**INFORMATION SHOWN**
------------------------------------
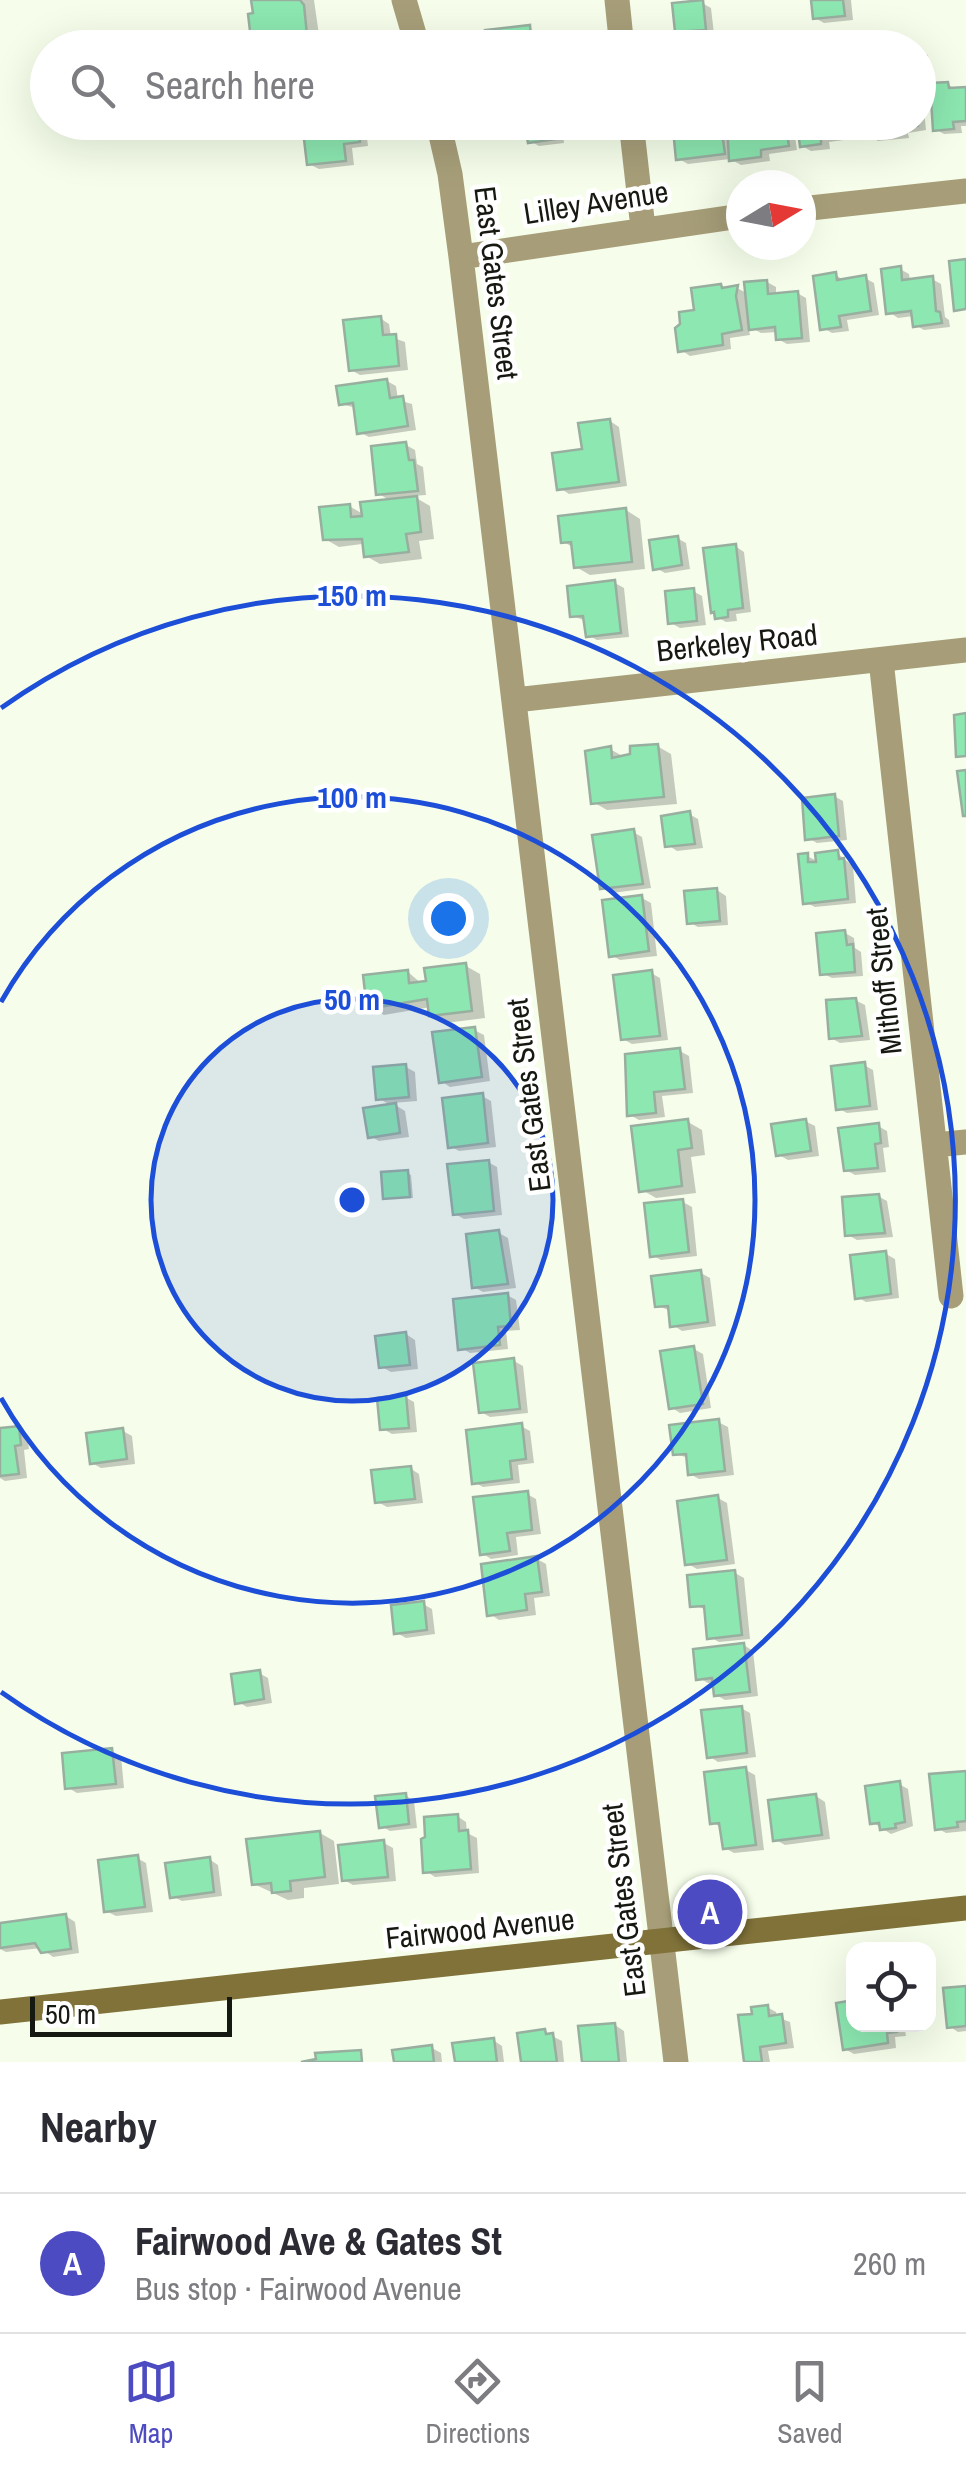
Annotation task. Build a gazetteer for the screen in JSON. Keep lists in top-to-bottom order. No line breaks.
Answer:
------------------------------------
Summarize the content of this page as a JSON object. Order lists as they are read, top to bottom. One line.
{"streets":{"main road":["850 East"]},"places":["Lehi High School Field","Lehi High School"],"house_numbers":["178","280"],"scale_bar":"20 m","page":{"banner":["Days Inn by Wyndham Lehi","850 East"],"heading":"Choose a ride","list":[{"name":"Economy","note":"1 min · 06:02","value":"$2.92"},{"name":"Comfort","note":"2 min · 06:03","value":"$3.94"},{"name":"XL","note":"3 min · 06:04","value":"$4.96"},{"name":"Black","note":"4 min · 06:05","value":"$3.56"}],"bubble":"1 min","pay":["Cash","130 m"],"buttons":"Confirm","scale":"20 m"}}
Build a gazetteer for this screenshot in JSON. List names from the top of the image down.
------------------------------------
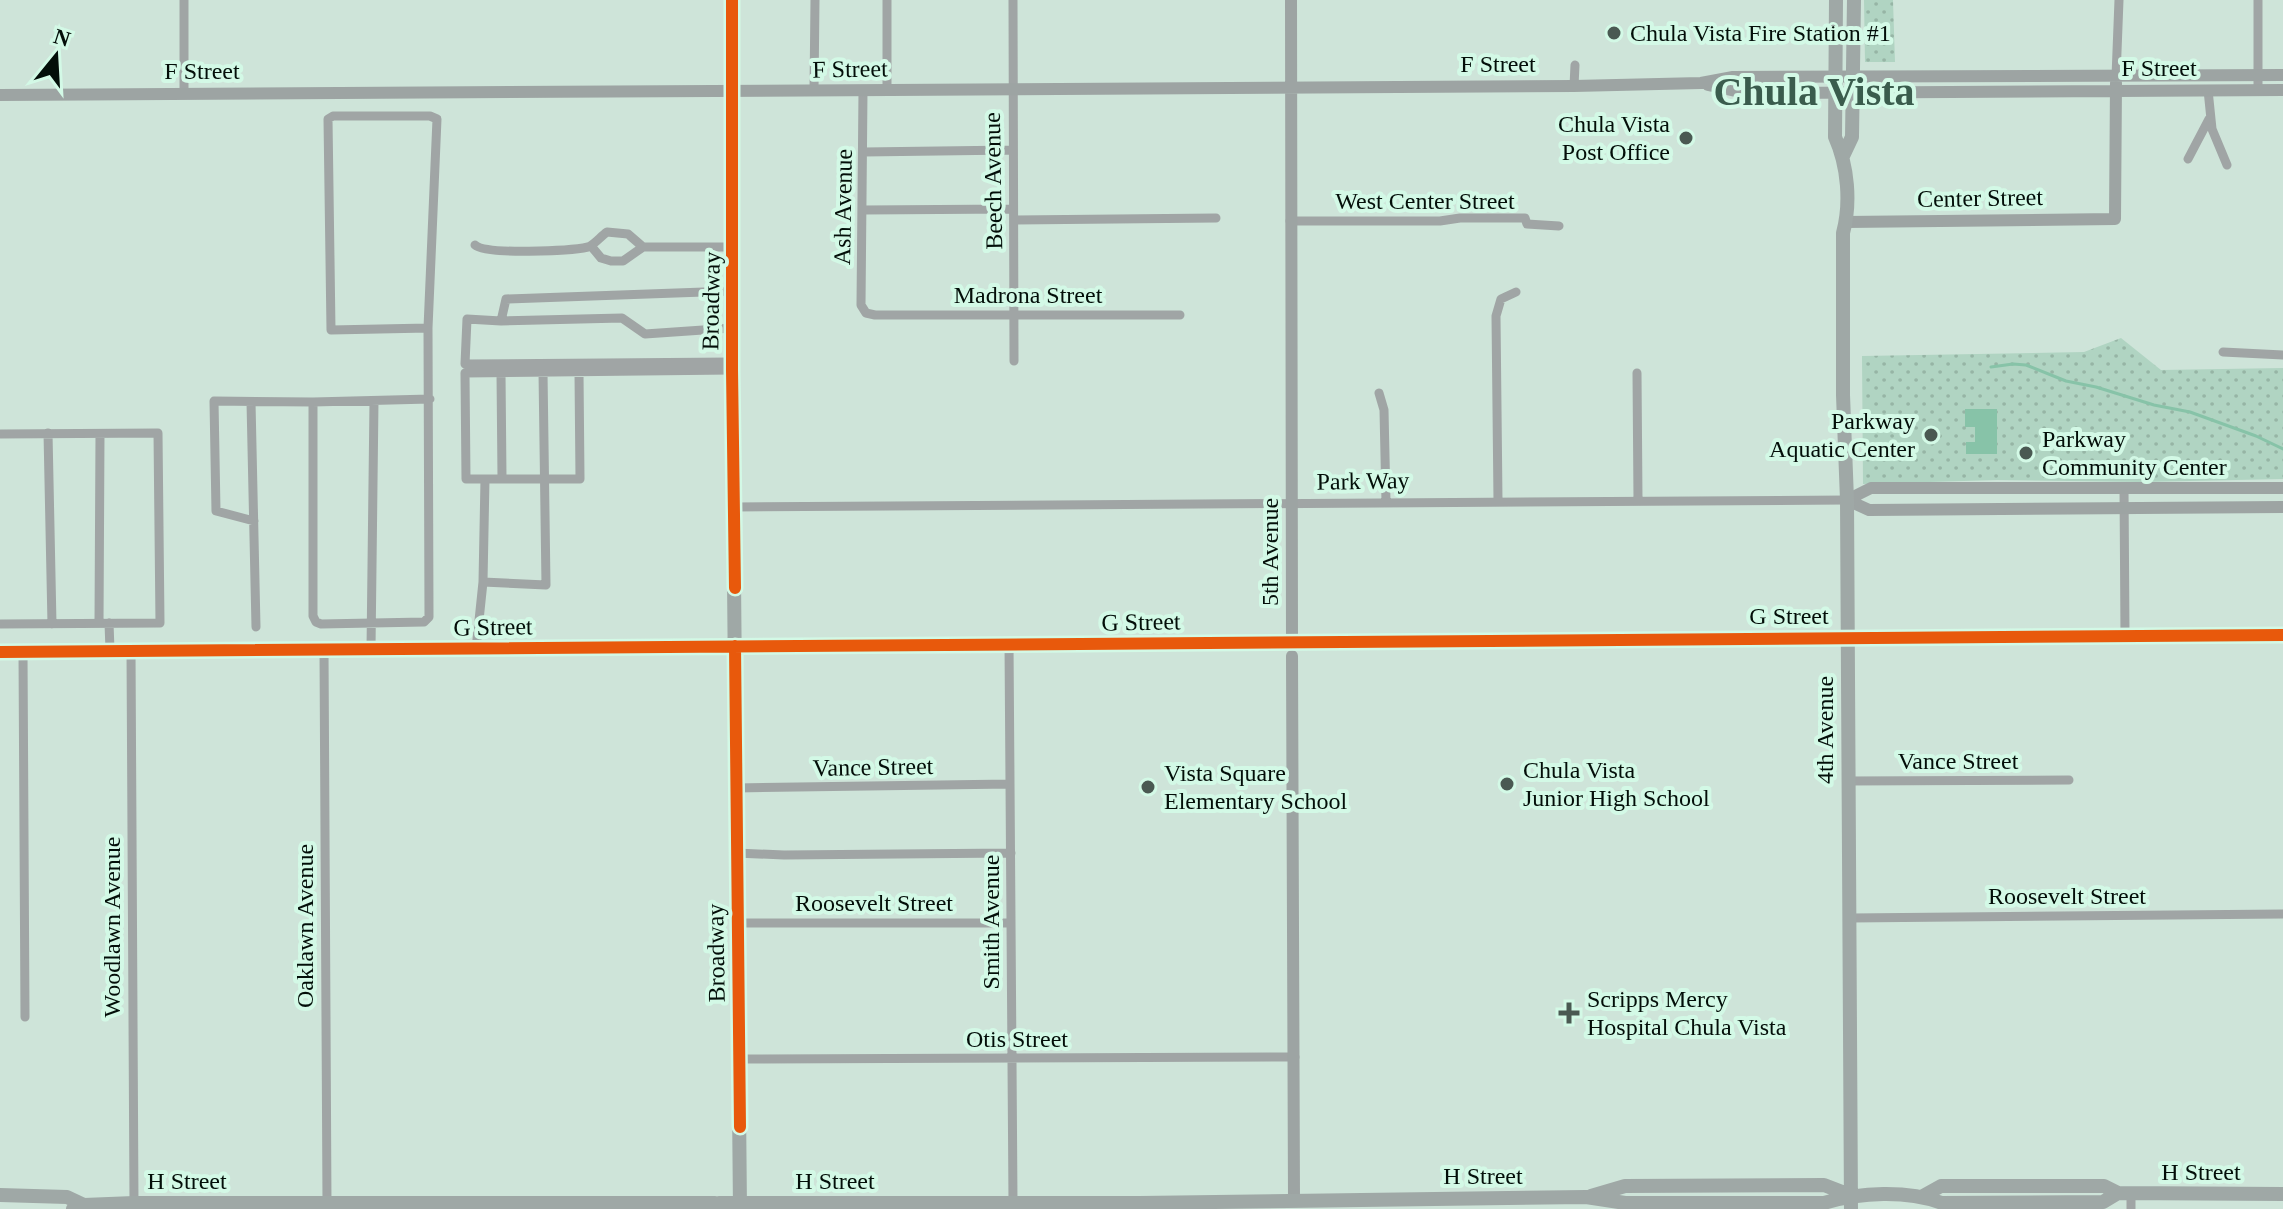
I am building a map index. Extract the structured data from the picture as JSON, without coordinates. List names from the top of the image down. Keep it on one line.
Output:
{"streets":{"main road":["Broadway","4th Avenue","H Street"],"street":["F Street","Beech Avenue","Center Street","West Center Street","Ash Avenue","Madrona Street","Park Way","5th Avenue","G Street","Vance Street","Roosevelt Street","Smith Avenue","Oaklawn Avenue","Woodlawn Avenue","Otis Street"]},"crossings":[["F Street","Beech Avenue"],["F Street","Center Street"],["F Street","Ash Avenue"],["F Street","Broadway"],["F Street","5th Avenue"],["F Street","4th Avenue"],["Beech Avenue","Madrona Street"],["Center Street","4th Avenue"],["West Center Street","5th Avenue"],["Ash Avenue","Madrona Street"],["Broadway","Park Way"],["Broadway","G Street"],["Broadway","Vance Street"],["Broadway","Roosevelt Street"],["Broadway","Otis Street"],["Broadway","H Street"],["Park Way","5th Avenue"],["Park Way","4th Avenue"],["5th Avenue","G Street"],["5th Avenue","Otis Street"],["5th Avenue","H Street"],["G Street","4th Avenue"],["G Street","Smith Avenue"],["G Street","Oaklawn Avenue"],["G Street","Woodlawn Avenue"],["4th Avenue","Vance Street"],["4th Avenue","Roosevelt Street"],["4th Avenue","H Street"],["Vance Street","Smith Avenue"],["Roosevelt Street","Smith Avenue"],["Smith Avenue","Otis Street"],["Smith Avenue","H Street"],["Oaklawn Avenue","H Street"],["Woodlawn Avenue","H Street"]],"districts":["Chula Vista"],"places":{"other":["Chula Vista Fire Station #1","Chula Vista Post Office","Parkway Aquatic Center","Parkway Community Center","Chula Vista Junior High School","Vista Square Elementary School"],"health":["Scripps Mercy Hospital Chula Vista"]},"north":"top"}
------------------------------------
**WORK ORDER**
Across the whole listing above, report each line that includes "from".

**ANSWER BELOW**
Build a gazetteer for this screenshot in JSON. List names from the top of the image down.
I am building a map index. Extract the structured data from the picture as JSON, without coordinates. List names from the top of the image down. Keep it on one line.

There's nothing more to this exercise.